Who is this? What sport does he play? Why is he on Sesame Street?

"I never forget a face, but in your case, I'll make an exception."

Let's try something. Let's try forgetting everything we ever knew about basketball. Let's... look, you saw The Matrix, right? But "the Matrix" is replaced with "your present conception of basketball". Free your mind. Ain't no such things as halfway crooks. Go all the way. Forget everything. Okay, take a deep breath. If you've done it right, it's all gone. Everything's forgotten about the game. "Basketball" now looks like a curious misspelling of "baseball".

That's how fully I've bought into this hypothetical.

The first thing we find in our quest to discover the meaning of "Basketball" is a bunch of random box scores sprawling across the Internet, and an unaccountable sense that these things form a self-consistent system to try to understand. We all individually forgot, but the Internet remembered! ... But not enough to tell us the rules of basketball. (This is already getting really convoluted. Bear with me, okay?) We're all alone in the universe, and nothing can change that. Except for this hypothetical we've decided to undertake, together. Come a little closer and we can discuss the implications of this hypothetical further. It's cold outside, after all. Put on the samovar, Natascha.

• • •

Anyway. We run some mad regressions on the box scores we find. Some happy ones too, but mostly the seething ones. We notice a lot of stuff going on, a lot of equations that are always satisfied. Ignorant of the structure of the game, we form a hypothesis from these box scores: basketball is a self-consistent system perfectly derivable from the box scores, and this self-consistent system explains why every team wins or loses and to what extent. Categorically. Whatever the case, Implication #1 of the "Perfectly Derivable From The Box Score Theory" is the idea that if you take away any one number from a box score, you ought to be able to derive it precisely from every other number on the sheet. If one player's point totals are missing from every game, filling those numbers in simply a matter of adding up the first three numbers in the three dashed columns (FG, 3P, FT). If a player's field goals are missing? We take their point total, and from their point total, we subtract their 3P and FT. These are equations that are exactly accounted for in nearly every box score. Exceptions in these equations (we correctly reason) are mistakes in recording, not of mistakes in the system itself. And we're cool with that. Every point is accounted for.

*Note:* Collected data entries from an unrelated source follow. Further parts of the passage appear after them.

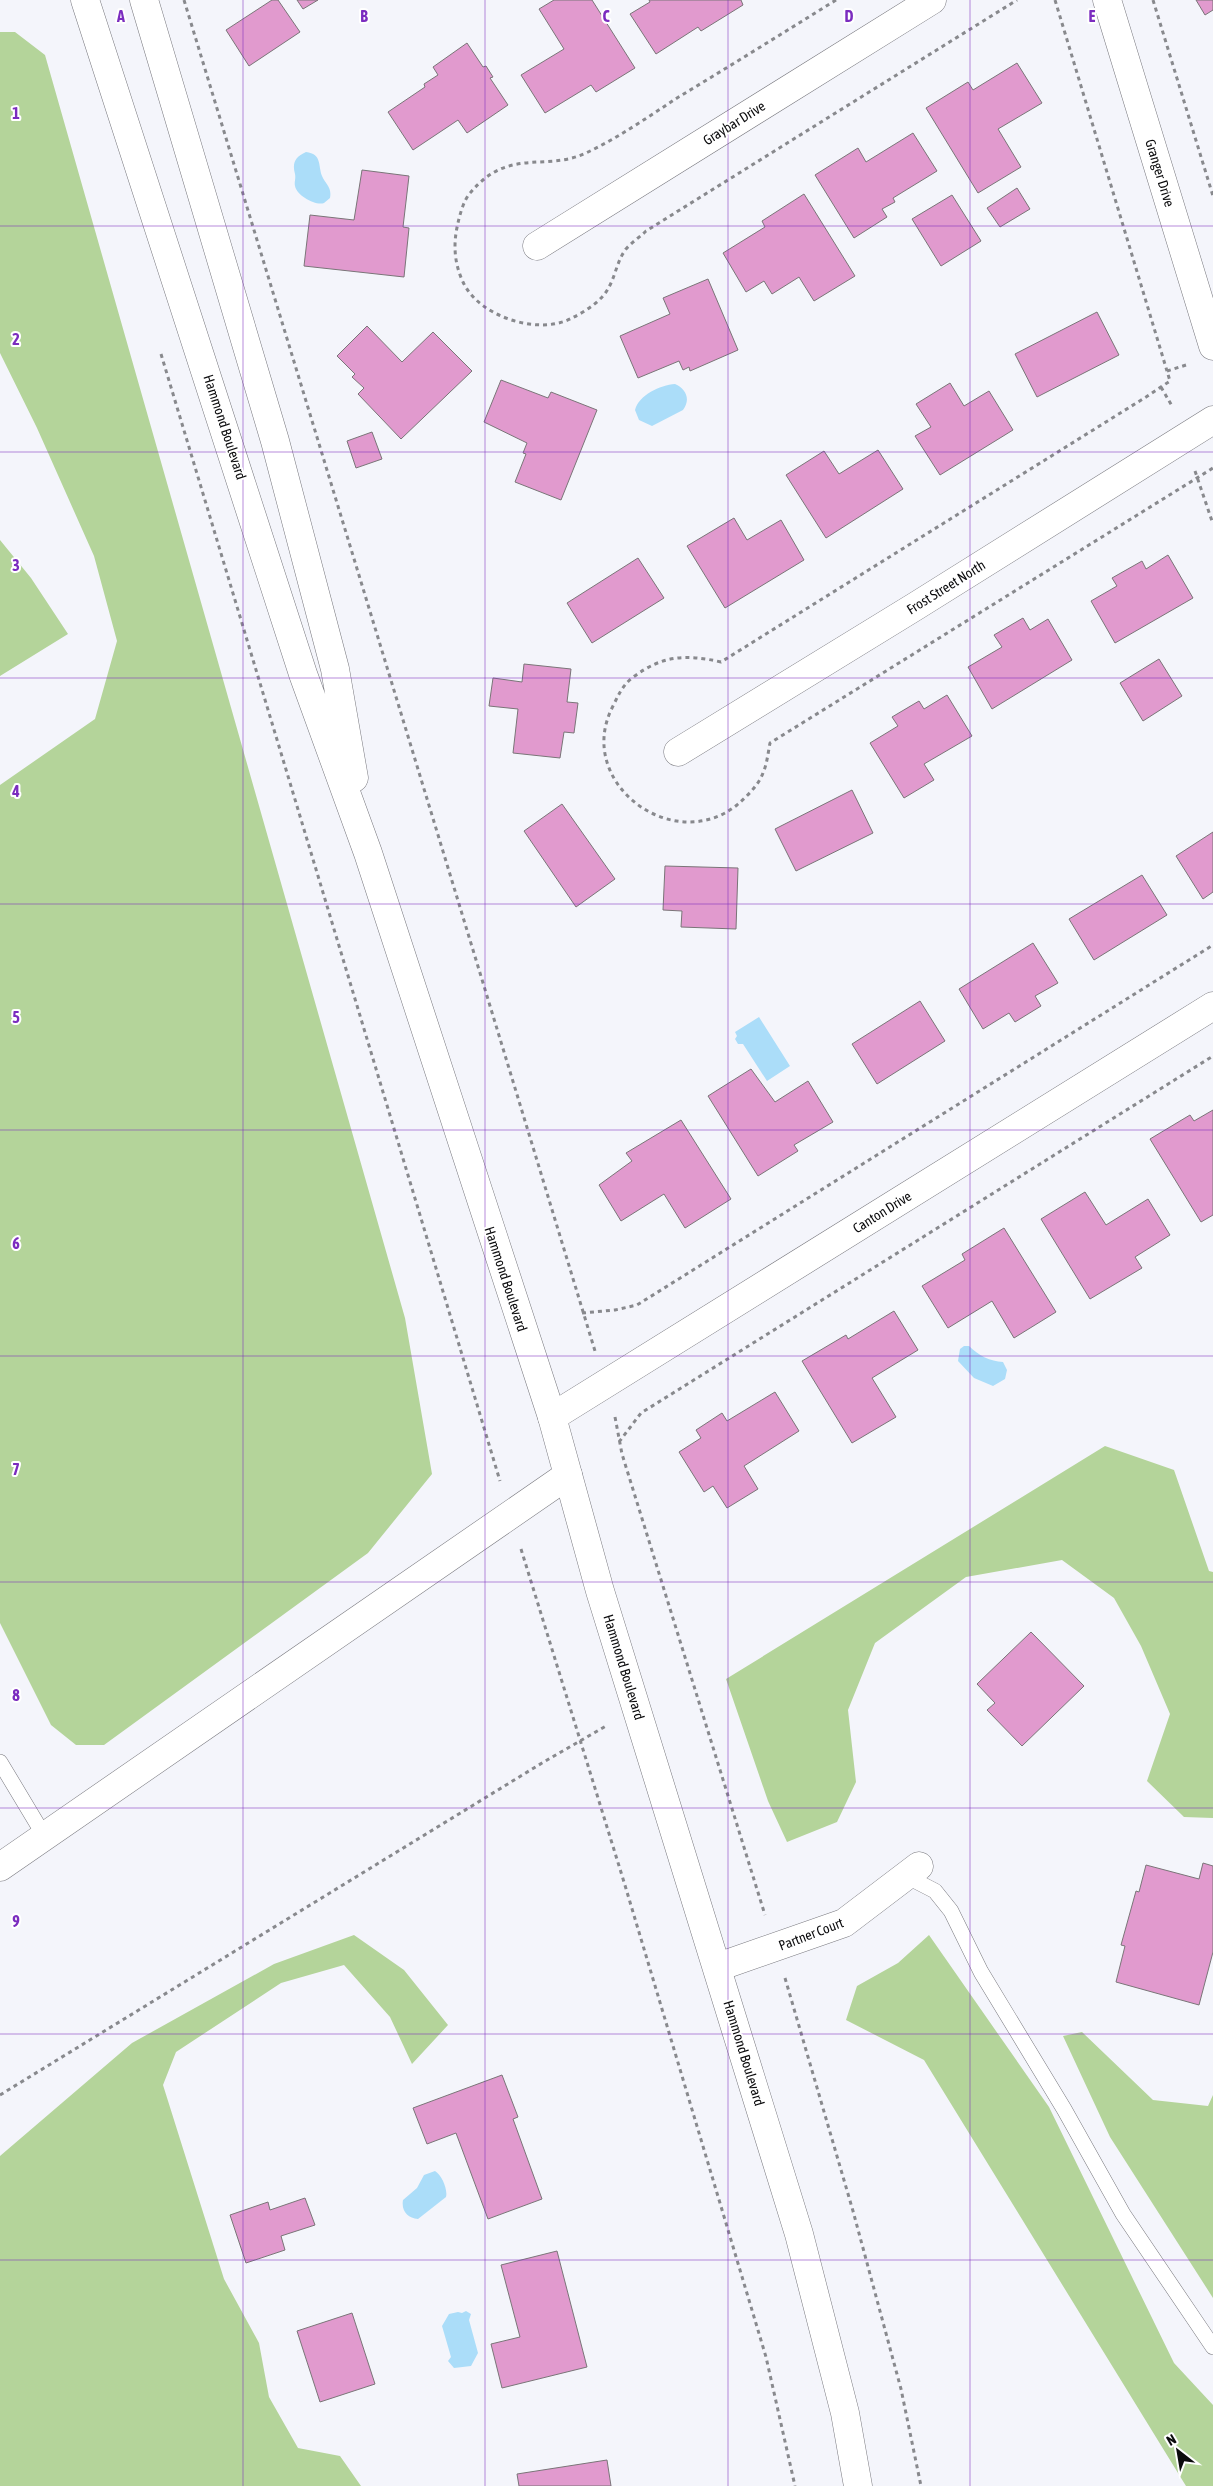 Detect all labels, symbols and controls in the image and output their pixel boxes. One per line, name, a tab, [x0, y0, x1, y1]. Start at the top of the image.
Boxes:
text: A	[116, 7, 125, 25]
text: B	[360, 7, 368, 25]
text: C	[602, 7, 610, 25]
text: D	[845, 7, 854, 25]
text: E	[1089, 7, 1096, 25]
street label: Graybar Drive	[700, 98, 768, 148]
text: 1	[12, 104, 20, 122]
street label: Granger Drive	[1142, 137, 1178, 209]
text: 2	[12, 330, 20, 348]
street label: Hammond Boulevard	[200, 373, 250, 481]
text: 3	[12, 556, 20, 574]
street label: Frost Street North	[904, 557, 988, 617]
text: 4	[11, 782, 20, 800]
text: 5	[12, 1008, 20, 1026]
street label: Canton Drive	[850, 1188, 914, 1236]
street label: Hammond Boulevard	[481, 1225, 531, 1333]
text: 6	[12, 1234, 20, 1252]
text: 7	[12, 1460, 20, 1478]
street label: Hammond Boulevard	[600, 1612, 648, 1722]
text: 8	[12, 1686, 20, 1704]
text: 9	[12, 1912, 20, 1930]
street label: Partner Court	[776, 1914, 846, 1954]
street label: Hammond Boulevard	[720, 1998, 768, 2108]
north arrow	[1153, 2426, 1203, 2476]
text: N	[1164, 2431, 1179, 2449]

But points are pretty easy to account for given only the box score. What about the rest? Well, we form more sophisticated theories to explain the relation between the other 11 pieces of information associated with every player, and eventually, after a few years, we put it all together in something akin to Newton's Laws of Motion or the inverse square law of gravity. We design the Possession Model, humanity's best attempt to make sense of the alien laws of "basketball." Every shot is a resource expended, made or missed. Every turnover is a resource expended. Every rebound is a resource gained. Every steal is a resource gained. Every set of free throws not as a part of an and-one is a resource expended. In all cases, the resource is the same. It's called a possession, and -- other than blocks, assists, and fouls -- our box scores are almost completely devoted to encoding this type of resource: how many of these a team gets, how efficiently it uses them to score points, how it loses them.

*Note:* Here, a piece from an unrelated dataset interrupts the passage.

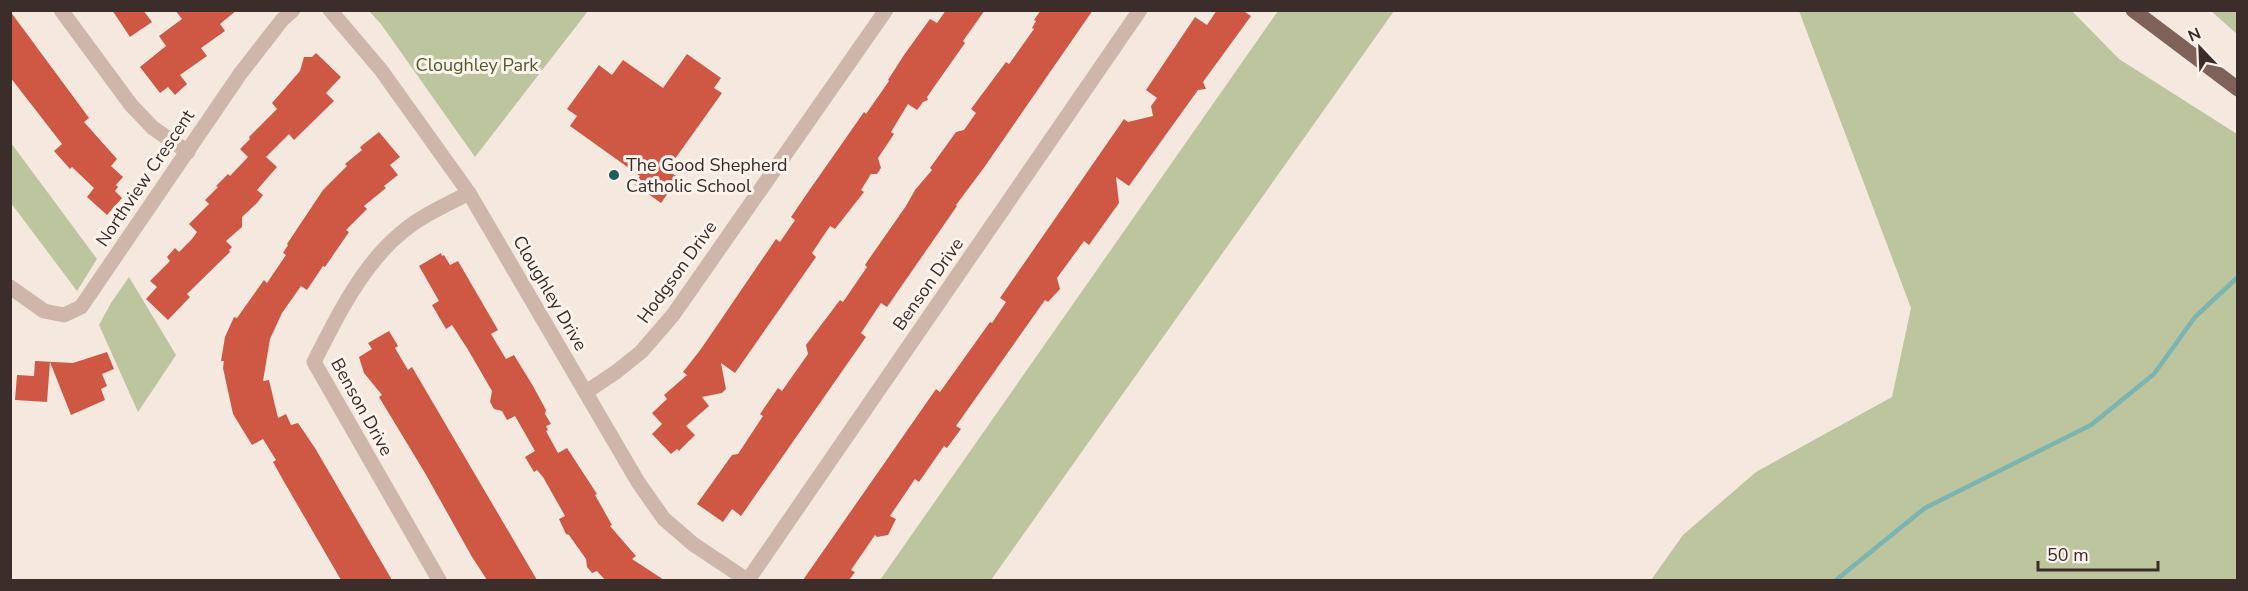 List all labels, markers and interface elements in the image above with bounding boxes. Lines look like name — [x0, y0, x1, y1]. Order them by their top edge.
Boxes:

Our only disagreements here aren't all that fundamental. Just as we basically agree that something thrown upwards must come downward in a parabolic arc, we agree on the Possession Model of Basketball. Our disagreements boil down to a few lingering questions. First, how much is each of the resources is "worth"? Second, how do we credit the resources to the individual players that accrue the statistics? After all, certain things like rebounds and missed shots seem pretty commonplace, while steals and turnovers are comparatively rare. Maybe we can figure something out with that, you know? Those probably don't work out to the same value in an actual game, right? Or maybe they do. I don't know. Neither do you. None of us has ever seen a game of basketball, because we're forgetting! That's the whole point of this exercise, darn it!

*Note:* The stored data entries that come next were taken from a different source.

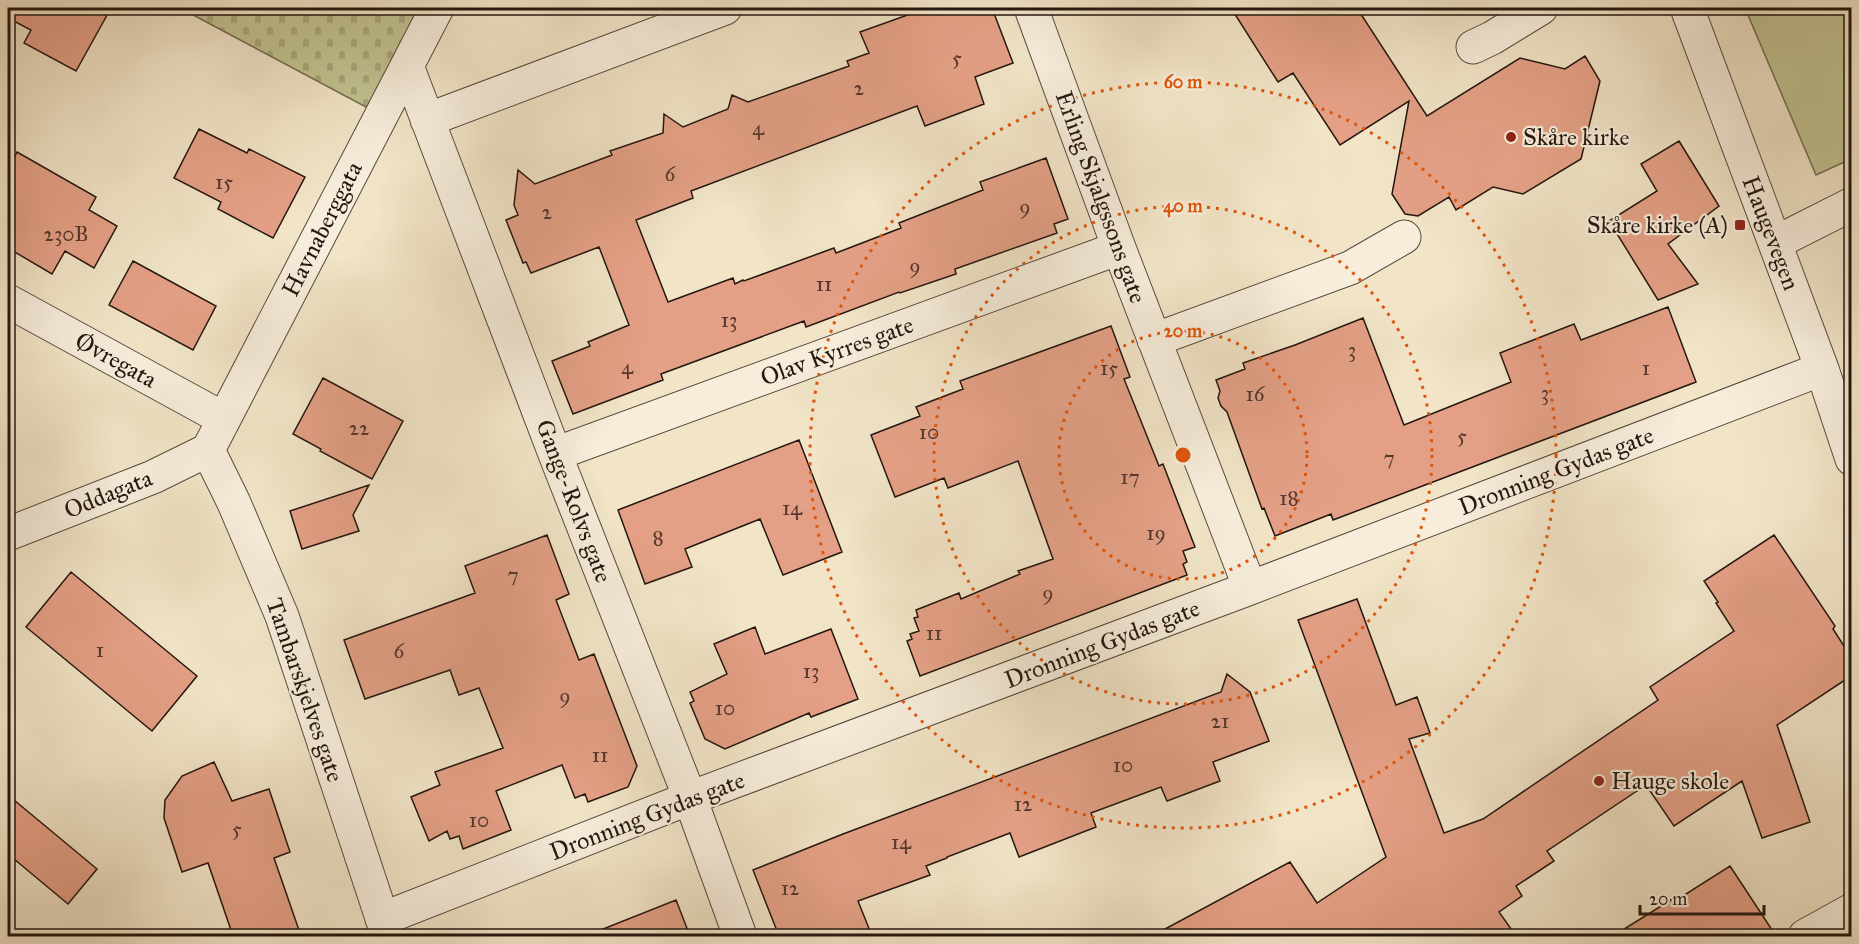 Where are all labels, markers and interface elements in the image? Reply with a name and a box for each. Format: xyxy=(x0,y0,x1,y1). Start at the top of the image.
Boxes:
house number: 5 xyxy=(952,45,962,71)
text: 60 m xyxy=(1164,71,1203,93)
house number: 2 xyxy=(854,75,865,101)
street label: Erling Skjalgssons gate xyxy=(1049,87,1153,307)
house number: 4 xyxy=(752,115,765,141)
place label: Skåre kirke xyxy=(1523,122,1630,152)
marker: Skåre kirke xyxy=(1504,130,1518,144)
street label: Havnaberggata xyxy=(275,156,369,301)
house number: 6 xyxy=(665,161,677,187)
house number: 15 xyxy=(215,169,233,195)
street label: Haugevegen xyxy=(1735,172,1807,294)
house number: 9 xyxy=(1019,194,1031,220)
text: 40 m xyxy=(1163,195,1204,218)
house number: 2 xyxy=(542,199,553,225)
place label: Skåre kirke (A) xyxy=(1587,210,1728,240)
marker: Skåre kirke (A) xyxy=(1733,218,1747,232)
house number: 230B xyxy=(44,221,88,247)
house number: 9 xyxy=(909,253,921,279)
house number: 11 xyxy=(816,271,832,297)
house number: 13 xyxy=(721,307,737,333)
street label: Olav Kyrres gate xyxy=(756,309,918,393)
text: 20 m xyxy=(1164,320,1203,342)
street label: Øvregata xyxy=(70,325,163,395)
house number: 3 xyxy=(1348,337,1356,363)
house number: 4 xyxy=(621,354,634,380)
house number: 15 xyxy=(1100,355,1118,381)
house number: 1 xyxy=(1642,355,1650,381)
house number: 3 xyxy=(1541,380,1549,406)
house number: 16 xyxy=(1245,381,1266,407)
house number: 22 xyxy=(349,415,370,441)
street label: Gange-Rolvs gate xyxy=(529,415,619,587)
house number: 10 xyxy=(919,419,939,445)
street label: Dronning Gydas gate xyxy=(1454,420,1658,522)
house number: 5 xyxy=(1457,423,1467,449)
centre of rings xyxy=(1173,445,1193,465)
house number: 7 xyxy=(1383,445,1395,471)
street label: Oddagata xyxy=(60,462,157,525)
house number: 17 xyxy=(1120,464,1140,490)
house number: 18 xyxy=(1279,485,1299,511)
house number: 14 xyxy=(782,495,803,521)
house number: 19 xyxy=(1146,520,1166,546)
house number: 8 xyxy=(652,525,664,551)
house number: 7 xyxy=(507,562,519,588)
house number: 9 xyxy=(1042,580,1054,606)
street label: Dronning Gydas gate xyxy=(1000,593,1204,695)
street label: Tambarskjelves gate xyxy=(259,594,351,786)
house number: 11 xyxy=(926,620,942,646)
house number: 1 xyxy=(96,637,104,663)
house number: 6 xyxy=(394,638,406,664)
house number: 13 xyxy=(803,658,819,684)
house number: 9 xyxy=(559,683,571,709)
house number: 10 xyxy=(715,695,735,721)
house number: 21 xyxy=(1211,708,1229,734)
house number: 11 xyxy=(592,742,608,768)
house number: 10 xyxy=(1113,752,1133,778)
street label: Dronning Gydas gate xyxy=(545,765,749,867)
place label: Hauge skole xyxy=(1611,766,1729,796)
marker: Hauge skole xyxy=(1592,774,1606,788)
house number: 12 xyxy=(1014,791,1033,817)
house number: 10 xyxy=(469,807,489,833)
house number: 5 xyxy=(232,816,242,842)
house number: 14 xyxy=(891,829,912,855)
house number: 12 xyxy=(781,875,800,901)
scale bar xyxy=(1640,878,1764,916)
text: 20 m xyxy=(1649,888,1687,910)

Different researchers come to different conclusions with each of these questions, but overall, the consensus we share is more powerful than the minor points of disagreement. We go to the moon with this model by the end of the first decade of forgetting basketball, to keep up with the Newton analogy. We explain so much of what goes on with this model that we feel that we understand the box scores on a deep level, even if only as a self-consistent system. So we're all pretty satisfied we would be all major league at basketball if we knew what the heck it was. But for all our hilariously misplaced hubris, we still have doubts. We're only human, after all. We still ask ourselves about the little questions, the unknowns about this system we've found. Why are the two final scores never exactly equal? Haven't these people heard of ties?

Also, there's the giant elephant in the room. What on Earth is an assist?

• • •

"Curiouser and curiouser!" cried Alex.

Assists appear to be the only facet of the box score that "doesn't fit the plan" of a perfectly self-consistent game. Blocks and fouls are important but somewhat rare, they mostly seem like a less meaningful version of a steal and a negative statistic associated with opponent free throws, respectively. Yet, all we have are correlations: sometimes assists seem more like the concentrated pulp of a dying tree's fruits than the sweet pulp of a flourishing system, not entirely negative but not a panacea either. So we're left with a question and it's not clear where to begin answering it. How do we explain assists?

Spoiler alert! We can't.

With mystical explanations we can scrap together a narrative, but when you're dealing with science you can't take that much on faith alone. So we gather what we know about the fabled statistic. They're pretty consistent between players, teams, and what assists do for a win. Even if we don't know quite what they denote. Assuming basketball is a perfectly self-consistent system described by the box score, we try all sorts of mathematical models on the box score, but we come up short. In want of more data, we come to a lot of intriguing alternative hypotheses to explain assists.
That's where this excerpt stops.